TASK BRIEF
When you find the word "hidden" in a line of the entries, please copy the whole line.

-- Opening Marker --

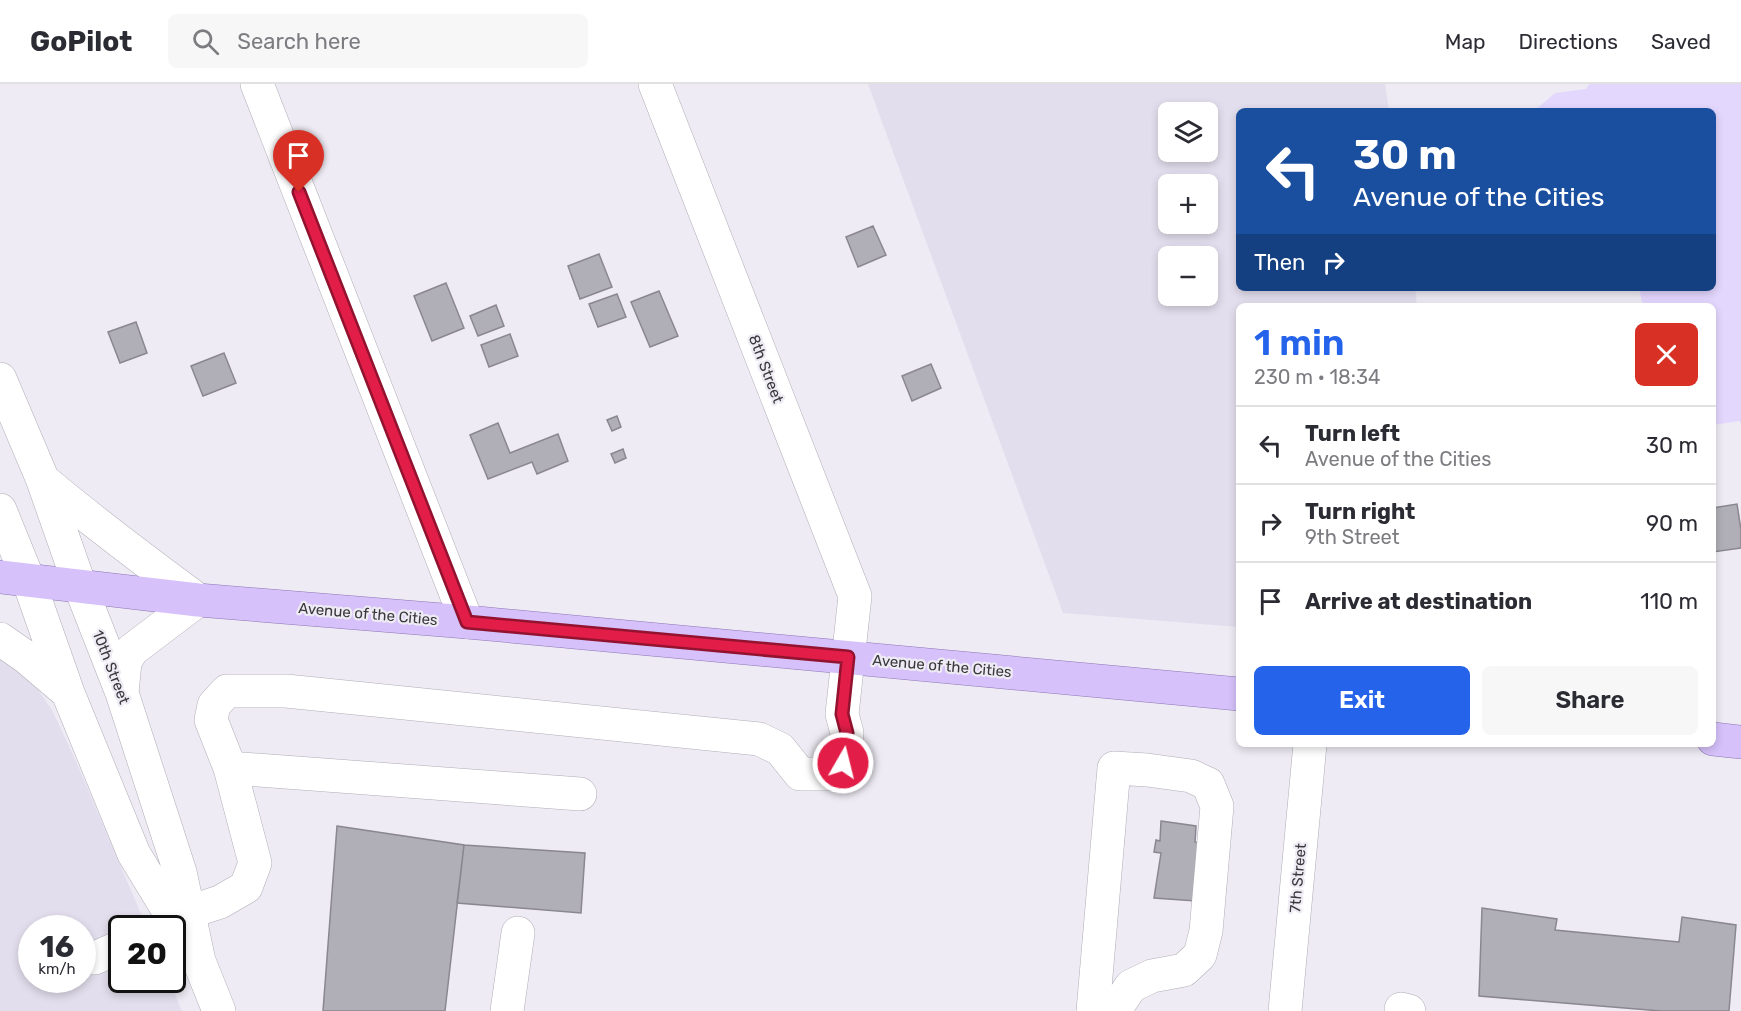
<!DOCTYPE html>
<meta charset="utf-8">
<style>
:root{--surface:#fff;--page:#f7f7f7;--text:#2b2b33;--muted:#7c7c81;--line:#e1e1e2;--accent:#2563eb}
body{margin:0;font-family:Rubik,sans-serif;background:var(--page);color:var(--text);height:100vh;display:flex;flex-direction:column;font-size:22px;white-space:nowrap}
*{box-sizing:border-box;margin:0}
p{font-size:20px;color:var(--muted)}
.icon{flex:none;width:33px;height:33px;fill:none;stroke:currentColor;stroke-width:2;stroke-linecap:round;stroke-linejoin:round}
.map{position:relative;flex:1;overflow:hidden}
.details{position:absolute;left:1236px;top:219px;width:480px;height:444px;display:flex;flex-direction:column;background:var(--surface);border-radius:9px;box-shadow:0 3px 9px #0003}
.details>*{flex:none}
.banner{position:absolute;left:1236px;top:24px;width:480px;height:183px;border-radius:9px;box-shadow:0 3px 9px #0003;background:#1a4fa0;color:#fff;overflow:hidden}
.tools{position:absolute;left:1158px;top:18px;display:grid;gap:12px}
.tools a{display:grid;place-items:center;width:60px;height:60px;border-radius:9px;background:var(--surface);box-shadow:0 3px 9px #0003;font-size:30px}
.speed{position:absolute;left:18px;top:831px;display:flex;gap:12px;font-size:30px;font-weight:700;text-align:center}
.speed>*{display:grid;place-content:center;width:78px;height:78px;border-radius:50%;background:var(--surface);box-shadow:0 3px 9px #0003;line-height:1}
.speed small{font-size:15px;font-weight:400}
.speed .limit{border:3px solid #111;border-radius:9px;background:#fff;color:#111}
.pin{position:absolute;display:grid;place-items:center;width:51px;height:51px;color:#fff;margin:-62px -26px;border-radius:50% 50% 50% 0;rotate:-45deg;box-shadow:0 0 6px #0007}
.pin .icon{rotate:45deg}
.me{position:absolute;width:66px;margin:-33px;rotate:8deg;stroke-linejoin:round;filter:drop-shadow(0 0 4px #0008)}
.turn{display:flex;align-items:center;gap:21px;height:126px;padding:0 18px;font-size:27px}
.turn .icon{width:78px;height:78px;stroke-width:2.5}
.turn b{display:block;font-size:42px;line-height:51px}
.then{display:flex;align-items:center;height:57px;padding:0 18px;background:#0003;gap:12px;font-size:22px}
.round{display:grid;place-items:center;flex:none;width:63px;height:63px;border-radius:9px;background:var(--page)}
.headline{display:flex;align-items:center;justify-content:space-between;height:102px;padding:0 18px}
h1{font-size:36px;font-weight:600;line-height:45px;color:var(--accent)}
.cta{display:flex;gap:12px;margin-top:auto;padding:12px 18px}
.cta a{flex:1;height:69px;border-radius:9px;background:var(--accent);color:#fff;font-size:24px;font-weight:600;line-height:69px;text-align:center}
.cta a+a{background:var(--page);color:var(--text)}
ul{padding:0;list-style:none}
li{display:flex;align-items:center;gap:18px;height:78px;padding:0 18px;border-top:2px solid var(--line)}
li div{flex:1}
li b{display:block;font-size:22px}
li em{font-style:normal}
header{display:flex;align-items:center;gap:36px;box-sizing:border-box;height:84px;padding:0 30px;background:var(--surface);border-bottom:2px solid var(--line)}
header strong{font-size:28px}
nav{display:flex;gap:33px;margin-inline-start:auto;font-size:21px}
.search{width:420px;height:54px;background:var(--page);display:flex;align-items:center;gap:15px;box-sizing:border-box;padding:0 21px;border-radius:9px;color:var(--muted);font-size:22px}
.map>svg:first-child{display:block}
</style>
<header>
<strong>GoPilot</strong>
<div class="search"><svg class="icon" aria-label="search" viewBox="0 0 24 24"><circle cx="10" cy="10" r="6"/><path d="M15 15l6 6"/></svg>Search here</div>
<nav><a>Map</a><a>Directions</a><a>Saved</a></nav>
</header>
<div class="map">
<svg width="1741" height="927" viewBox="0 0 1741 927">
<rect width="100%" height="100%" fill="#eeebf4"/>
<path fill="#e3deed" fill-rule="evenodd" d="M868 0H1385L1389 27H1239V204H1415L1417 222H1239V543L1063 529ZM1168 28H1208V68H1168ZM1168 100H1208V140H1168ZM1168 172H1208V212H1168Z
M0 568 34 600 52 626 75 675 147 844H122V896H169L182 927H0ZM32 844H82V896H32Z"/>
<path fill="#e4d7fe" d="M1589 0H1741V339L1739 337 1713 341V222H1646L1642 218 1639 204H1713V27H1534L1555 9 1586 5Z"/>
<path fill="#b0aeb6" stroke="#8a878f" stroke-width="1.5" d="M873 142 886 171 858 183 846 153Z
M599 170 612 203 580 215 568 182Z
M446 199 464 244 432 257 414 212Z
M659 207 678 252 650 263 631 218Z
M617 210 626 233 598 243 589 220Z
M496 221 504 242 478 252 470 232Z
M136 238 147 269 120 279 108 248Z
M510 250 518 272 489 283 481 261Z
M224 269 236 299 203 312 191 282Z
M931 280 941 304 912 317 902 292Z
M617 332 621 343 612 347 607 336Z
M498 339 510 369 558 350 568 377 537 390 532 378 488 395 470 351Z
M623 365 626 374 615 379 611 370Z
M1737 420 1741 446V464L1713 468V424Z
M1161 737 1196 742 1195 758 1204 760 1196 817 1154 814 1161 769 1154 768 1156 756 1160 757Z
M337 742 464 761 445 927H323Z
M464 761 585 769 581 829 457 819Z
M1482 824 1557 835 1555 846 1679 858 1682 833 1736 841 1729 927H1661L1479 912Z"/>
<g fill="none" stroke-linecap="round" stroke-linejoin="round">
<g stroke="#b0adb6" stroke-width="34">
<path id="minor" d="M257 0 467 538
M0 295 42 394 80 502 122 609 180 788 199 877
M43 396C93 438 145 477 198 516L132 566 125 578 122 609
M0 426 28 495 68 609 134 770 199 877 219 927
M0 555 26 573 67 608
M230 684 580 710
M189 828 220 818 246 803 255 779 230 684 211 636 214 621 227 607H286L759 655 780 665 800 690H828L843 679 847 649 842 630 855 512 655 0
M95 874 122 862
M1401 925 1409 927
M507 927 518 849
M1093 927 1114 684 1147 686 1191 692 1208 700 1217 722 1206 847 1200 871 1184 886 1152 892 1131 902 1119 920 1106 927
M1285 927 1310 660"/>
</g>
<g stroke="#8d76b5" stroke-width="34">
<path id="major" d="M0 493 198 516 467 538 1239 610
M1713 655 1741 658"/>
</g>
<use href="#minor" stroke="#fff" stroke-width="33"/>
<use href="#major" stroke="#d6c1fa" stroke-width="33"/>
</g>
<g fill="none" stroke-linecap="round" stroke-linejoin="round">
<g stroke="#92132f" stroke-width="15">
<path id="route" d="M299 108 467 538 848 573 842 630 847 649 843 679"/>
</g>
<use href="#route" stroke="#e11d48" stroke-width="10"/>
</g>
<g text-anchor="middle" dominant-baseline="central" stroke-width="4.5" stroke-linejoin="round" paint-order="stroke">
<g font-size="15" fill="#39383b" stroke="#eeebf4">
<text transform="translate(766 285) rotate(69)">8th Street</text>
<text transform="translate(368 530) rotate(5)">Avenue of the Cities</text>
<text transform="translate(942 582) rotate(5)">Avenue of the Cities</text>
<text transform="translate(111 583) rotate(69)">10th Street</text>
<text transform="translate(1298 794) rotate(-85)">7th Street</text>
</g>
</g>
</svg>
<div class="tools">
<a><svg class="icon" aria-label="layers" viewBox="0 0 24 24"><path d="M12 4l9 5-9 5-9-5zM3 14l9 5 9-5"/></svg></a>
<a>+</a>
<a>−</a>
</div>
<div class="speed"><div>16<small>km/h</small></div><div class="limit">20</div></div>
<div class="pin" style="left:299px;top:108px;background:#d93025"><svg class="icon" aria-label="arrive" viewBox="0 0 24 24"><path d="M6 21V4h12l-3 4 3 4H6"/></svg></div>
<svg class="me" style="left:843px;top:679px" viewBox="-20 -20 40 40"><circle r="17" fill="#e11d48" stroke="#fff" stroke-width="3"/><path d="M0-11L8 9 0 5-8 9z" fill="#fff"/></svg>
<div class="banner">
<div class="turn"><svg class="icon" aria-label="left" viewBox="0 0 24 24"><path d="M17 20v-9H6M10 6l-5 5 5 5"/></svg><div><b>30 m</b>Avenue of the Cities</div></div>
<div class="then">Then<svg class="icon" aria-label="right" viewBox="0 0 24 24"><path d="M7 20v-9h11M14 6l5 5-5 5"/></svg></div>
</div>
<section class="details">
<div class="headline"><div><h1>1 min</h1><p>230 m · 18:34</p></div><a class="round" style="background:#d93025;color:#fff"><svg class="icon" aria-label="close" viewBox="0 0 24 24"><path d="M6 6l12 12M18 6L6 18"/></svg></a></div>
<ul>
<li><svg class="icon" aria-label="left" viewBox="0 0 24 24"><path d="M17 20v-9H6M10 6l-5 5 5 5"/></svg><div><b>Turn left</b><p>Avenue of the Cities</p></div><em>30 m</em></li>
<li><svg class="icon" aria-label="right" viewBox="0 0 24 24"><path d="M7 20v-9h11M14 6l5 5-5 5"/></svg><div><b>Turn right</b><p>9th Street</p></div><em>90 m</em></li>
<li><svg class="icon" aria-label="arrive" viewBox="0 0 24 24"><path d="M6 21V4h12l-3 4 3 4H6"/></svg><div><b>Arrive at destination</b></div><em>110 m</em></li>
</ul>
<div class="cta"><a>Exit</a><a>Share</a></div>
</section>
</div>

-- Closing Marker --

TASK RESPONSE
.map{position:relative;flex:1;overflow:hidden}
.banner{position:absolute;left:1236px;top:24px;width:480px;height:183px;border-radius:9px;box-shadow:0 3px 9px #0003;background:#1a4fa0;color:#fff;overflow:hidden}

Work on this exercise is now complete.